Terry’s FE 6×2 rearsteer is equipped with a six-speed automatic gearbox which is operated from a key pad by the side of his seat. That and the high-mounted reversing camera are key aids helping him manoeuvre his FE into a position where he can pick up and empty a range of bins, some of 1,100 litres capacity, containing either dry recyclables or even food waste. Thanks to its rearsteer axle, the FE can work efficiently and safely in very confined spaces – most of which were designed to be accessed by horse and cart. Although Terry admits that the automatic gearbox is a ‘boon’, he says that the Volvo’s steering and lifting rear axle are the key to getting in and out of these very tight locations.
“Despite being a six-wheeler, it’s as manoeuvrable as a four-wheeler,” he says.
Bywaters RCVs usually carry a driver plus a driver’s assistant who acts as banksman when the truck is reversing and also as the operator of the material handling equipment at the rear of the Incomol bodywork. The compactor’s massive packer plate is hydraulically operated via a gearbox-mounted PTO. It’s relatively quiet in operation and the controls are clear and easy to read. Terry’s FE not only has a conventional open back and twin wheelie bin lift, it also features a heavy duty Rear End Loader (REL) hoist for picking up trade waste bins as well as forks to enable bales of cardboard and paper to be loaded into the machine’s capacious maw.
Official figures show that, despite the introduction of the congestion charge in 2003, traffic speeds in central London have remained persistently slow at around 10 mph – the same as horse-drawn carriages 100 years ago. It is this which presents one of the biggest challenges faced by Terry as he goes about his job. As Terry gingerly reverses off the road into the narrow entry to the yard where the trade waste bins are stored at the rear of the hospital, he shows off the driving skills needed to make an efficient collection. From there, we drive across London to the Eurostar depot where the Volvo FE empties bins full of litter collected from the futuristic looking trains. Next, it’s over to Canary Wharf, the heart of the financial area to the east of the city and only a few miles from Bywaters’ MRF. The FE goes underground to a concrete complex where Canary Wharf’s waste bins are stored.

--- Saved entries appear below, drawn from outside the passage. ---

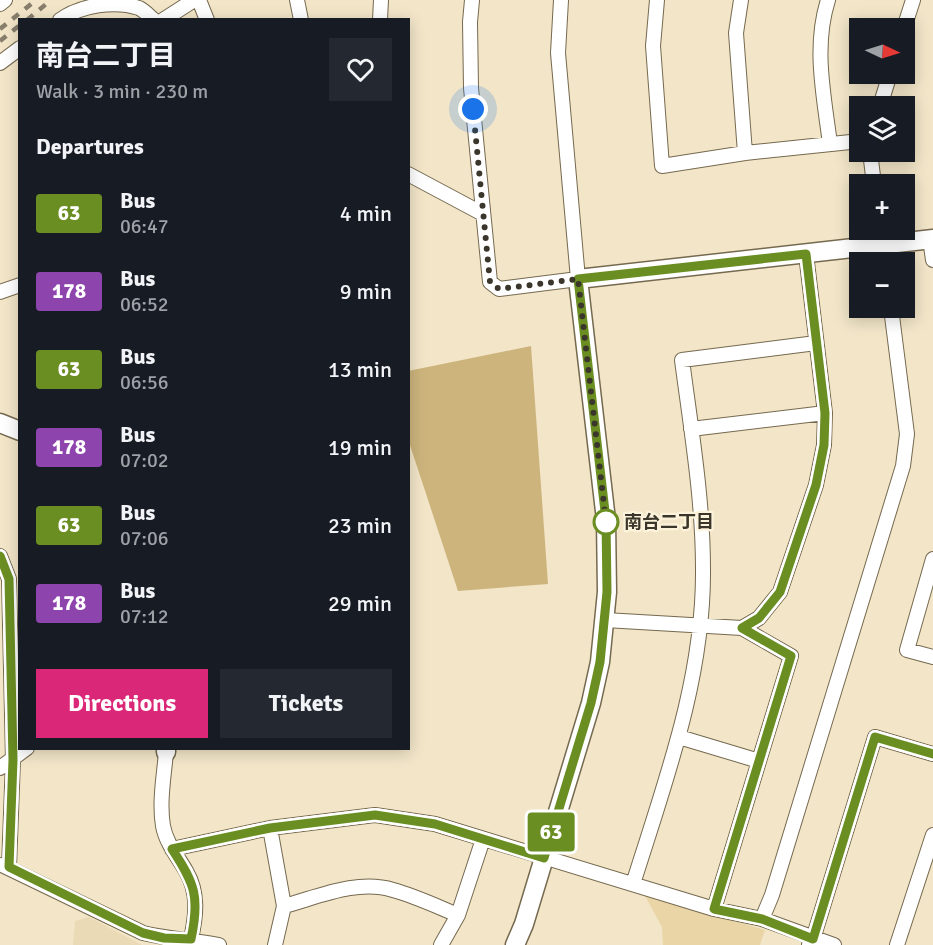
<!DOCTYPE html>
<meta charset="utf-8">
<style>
body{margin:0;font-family:Signika,"Noto Sans JP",sans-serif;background:#242831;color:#f1f3f6;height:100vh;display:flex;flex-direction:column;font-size:22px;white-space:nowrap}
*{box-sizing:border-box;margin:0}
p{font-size:20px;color:#9ea1a6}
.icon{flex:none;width:33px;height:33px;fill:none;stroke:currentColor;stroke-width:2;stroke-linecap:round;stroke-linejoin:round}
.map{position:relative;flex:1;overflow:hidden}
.panel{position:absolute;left:18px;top:18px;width:392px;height:732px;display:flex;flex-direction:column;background:#171b24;border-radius:0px;box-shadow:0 3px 15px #0003}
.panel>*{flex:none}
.badge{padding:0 12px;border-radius:4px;font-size:21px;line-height:39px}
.needle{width:39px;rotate:94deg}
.fabs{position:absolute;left:849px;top:18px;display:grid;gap:12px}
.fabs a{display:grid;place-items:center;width:66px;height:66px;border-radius:0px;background:#171b24;box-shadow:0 3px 15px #0003;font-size:30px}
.you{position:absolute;width:30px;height:30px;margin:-15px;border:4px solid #fff;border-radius:50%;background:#1a73e8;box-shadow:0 0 0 9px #1a73e833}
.map>.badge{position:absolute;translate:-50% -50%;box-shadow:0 0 0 3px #fff}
h2{padding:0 18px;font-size:22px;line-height:54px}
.round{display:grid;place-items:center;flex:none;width:63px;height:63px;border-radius:0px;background:#242831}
.summary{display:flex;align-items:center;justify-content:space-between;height:102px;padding:0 18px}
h1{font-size:28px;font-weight:700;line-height:45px}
.button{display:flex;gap:12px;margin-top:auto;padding:12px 18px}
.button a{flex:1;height:69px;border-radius:0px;background:#db2777;color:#fff;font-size:24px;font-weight:700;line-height:69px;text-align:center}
.button a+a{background:#242831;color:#f1f3f6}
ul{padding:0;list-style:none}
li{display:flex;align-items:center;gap:18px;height:78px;padding:0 18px}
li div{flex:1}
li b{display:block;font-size:22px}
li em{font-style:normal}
li .badge{min-width:66px;font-weight:700;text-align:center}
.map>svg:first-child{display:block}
.built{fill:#eadab5}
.green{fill:#ead5a7}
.forest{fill:#cdb47c}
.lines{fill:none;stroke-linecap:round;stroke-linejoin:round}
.street-casing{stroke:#75694f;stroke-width:16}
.secondary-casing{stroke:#75694f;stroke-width:21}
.street{stroke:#fff;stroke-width:14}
.secondary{stroke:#fff;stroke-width:18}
.rail{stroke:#877e6c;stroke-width:4.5;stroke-dasharray:8 8;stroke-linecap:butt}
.line-casing{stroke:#fff;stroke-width:14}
.line{stroke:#6b8e23;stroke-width:9}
.walk{stroke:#3b362b;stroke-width:6;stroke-dasharray:0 10.8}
.stop-dot{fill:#fff;stroke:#6b8e23;stroke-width:3}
.labels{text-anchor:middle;stroke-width:4.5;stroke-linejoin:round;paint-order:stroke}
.stop-label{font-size:18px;font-weight:bold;fill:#3b362b;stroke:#fdf3db;text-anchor:start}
</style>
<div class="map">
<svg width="933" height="945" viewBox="0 0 933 945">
<rect width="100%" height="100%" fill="#f2e5c8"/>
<path class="built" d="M 89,917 L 142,945 L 73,945 L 75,921 Z"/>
<path class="green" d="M 644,894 L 765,930 L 760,945 L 663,945 L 662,927 Z"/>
<path class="forest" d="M 531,346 L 548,584 L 458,591 L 408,439 L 408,371 Z"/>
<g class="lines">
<defs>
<path id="street" d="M 199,0 L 207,20
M 297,0 L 301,20
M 472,0 L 470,22 L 471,88 L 490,282 L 499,289 L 578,279 L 558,53 L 561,0
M 657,0 L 653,46 L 662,166 L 745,153 L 860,141
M 741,0 L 736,33 L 745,153
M 828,0 C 813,47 824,96 830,144
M 0,4 L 5,0
M 60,20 C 81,5 115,0 139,8 C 145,11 149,16 154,20
M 163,20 L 194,0
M 380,20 L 381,0
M 904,28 L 913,0
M 0,63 L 20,48
M 880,106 L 890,74
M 870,152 L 874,184
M 408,174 L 483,214
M 880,230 L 885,262
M 930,239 L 933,260
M 0,292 L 20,285
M 691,429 L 825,413
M 0,556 L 9,579 L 13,760 L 9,867
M 933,559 L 907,650 L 933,657
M 605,620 L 742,628 L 759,618 L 780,592 L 816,485 L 824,445 L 825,413 L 806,254
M 679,737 L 759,761
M 166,752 C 164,776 159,802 163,826 C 166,843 178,857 186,871 C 199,893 196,916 191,939
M 0,768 L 27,748
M 270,828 L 284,906 L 275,945
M 172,849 L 270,828 L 375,815 L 435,824 L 714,909 L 762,919 L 834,945
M 2,865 L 143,933 C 168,939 194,940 219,945
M 633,884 C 665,782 704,678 703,569 C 703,499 691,429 682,360 L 816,343
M 284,906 C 318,897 357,879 393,890 C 415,896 436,906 458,915
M 714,909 L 791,656 L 742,628
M 762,919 L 772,895 L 903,466 L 907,434 L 891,308
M 441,945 L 458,915 L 483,839
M 809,945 L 813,939 L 875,737 L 933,754
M 897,945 L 933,835"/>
<path id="secondary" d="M 0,423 L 20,431
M 166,752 L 166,748
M 515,945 L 524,924 L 591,703 L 600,662 L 607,592 L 606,520 L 578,279 L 933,239"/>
</defs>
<use href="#street" class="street-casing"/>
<use href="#secondary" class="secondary-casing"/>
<use href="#street" class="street"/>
<use href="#secondary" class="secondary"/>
<path class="rail" d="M 27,20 L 51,0
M 0,29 L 36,0
M 0,41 L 20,25"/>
</g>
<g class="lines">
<defs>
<path id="line" d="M 0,556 L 9,579 L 13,760 L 9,867 L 143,933 L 164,938 L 191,939 C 200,897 195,884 172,849 L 270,828 L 375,815 L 435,824 L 544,858 L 591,703 L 600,662 L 607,592 L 606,520 L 578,279 L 806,254 L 825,413 L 824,445 L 816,485 L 780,592 L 759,618 L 742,628 L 791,656 L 714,909 L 762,919 L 813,939 L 875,737 L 933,754"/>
</defs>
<use href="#line" class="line-casing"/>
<use href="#line" class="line"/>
<path class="walk" d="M 473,109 L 490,282 L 499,289 L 578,279 L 606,522"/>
</g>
<circle class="stop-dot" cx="606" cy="522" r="12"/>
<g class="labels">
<g class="stop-label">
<text x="624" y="528">南台二丁目</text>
</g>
</g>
</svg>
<div class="fabs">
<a><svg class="needle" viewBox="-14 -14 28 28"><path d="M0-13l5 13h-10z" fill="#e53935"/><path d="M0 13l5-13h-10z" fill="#9ea1a6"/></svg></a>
<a><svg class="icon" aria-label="layers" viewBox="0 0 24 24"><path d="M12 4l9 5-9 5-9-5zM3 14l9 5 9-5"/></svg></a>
<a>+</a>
<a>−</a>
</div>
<div class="you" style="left:473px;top:109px"></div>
<b class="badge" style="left:551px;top:832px;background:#6b8e23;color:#fff">63</b>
<section class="panel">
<div class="summary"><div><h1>南台二丁目</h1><p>Walk · 3 min · 230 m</p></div><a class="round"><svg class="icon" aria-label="heart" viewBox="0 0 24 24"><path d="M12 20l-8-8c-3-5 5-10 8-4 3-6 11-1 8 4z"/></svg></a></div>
<h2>Departures</h2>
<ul>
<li><span class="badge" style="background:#6b8e23;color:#fff">63</span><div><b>Bus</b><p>06:47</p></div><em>4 min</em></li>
<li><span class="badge" style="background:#8e44ad;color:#fff">178</span><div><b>Bus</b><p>06:52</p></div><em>9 min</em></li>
<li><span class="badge" style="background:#6b8e23;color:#fff">63</span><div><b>Bus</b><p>06:56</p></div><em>13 min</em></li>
<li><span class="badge" style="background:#8e44ad;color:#fff">178</span><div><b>Bus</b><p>07:02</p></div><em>19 min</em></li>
<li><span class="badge" style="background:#6b8e23;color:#fff">63</span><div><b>Bus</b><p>07:06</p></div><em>23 min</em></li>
<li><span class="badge" style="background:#8e44ad;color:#fff">178</span><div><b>Bus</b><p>07:12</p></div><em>29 min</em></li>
</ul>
<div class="button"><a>Directions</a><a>Tickets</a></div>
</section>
</div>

It is situated on the North bank of the River Thames in the Docklands area, a district that is home to many of the world’s leading banks and financial institutions. Bywaters’ Strategic Development Manager David Rumble explains that this very large and high-tech facility is another of Bywaters’ blue chip customers. He tells us that, in addition to handling the collection of dry recyclables such as disposable coffee cups and sandwich packaging from the many cafés and shops in the retail area, Bywaters also provides a secure document shredding service to the banks. All the collections take place in an underground area and Bywaters was a key partner in designing the waste delivery and collection system here.
“Bywaters has to consistently achieve our agreed KPIs for compliance with the daily collection schedule as well as Health and Safety and efficiency in terms of turnaround time at the site. We have an Account Manager who can deal straight away with queries”, says David Rumble.
Canary Wharf is one of Europe’s busiest and most intensive business centres for the financial world.
“There is also a large, showcase retail development here that requires intensive levels of servicing to keep in top condition. We remove several tons of material discarded by shoppers every week and we maintain a discreet service. The fact that the new Volvos comply with the latest emission standards and the FLs and FEs which service Canary Wharf, were built in a zero-carbon manufacturing facility, are important to our customers here. It also helps that the new trucks look very much in keeping with the image of this prestigious site.”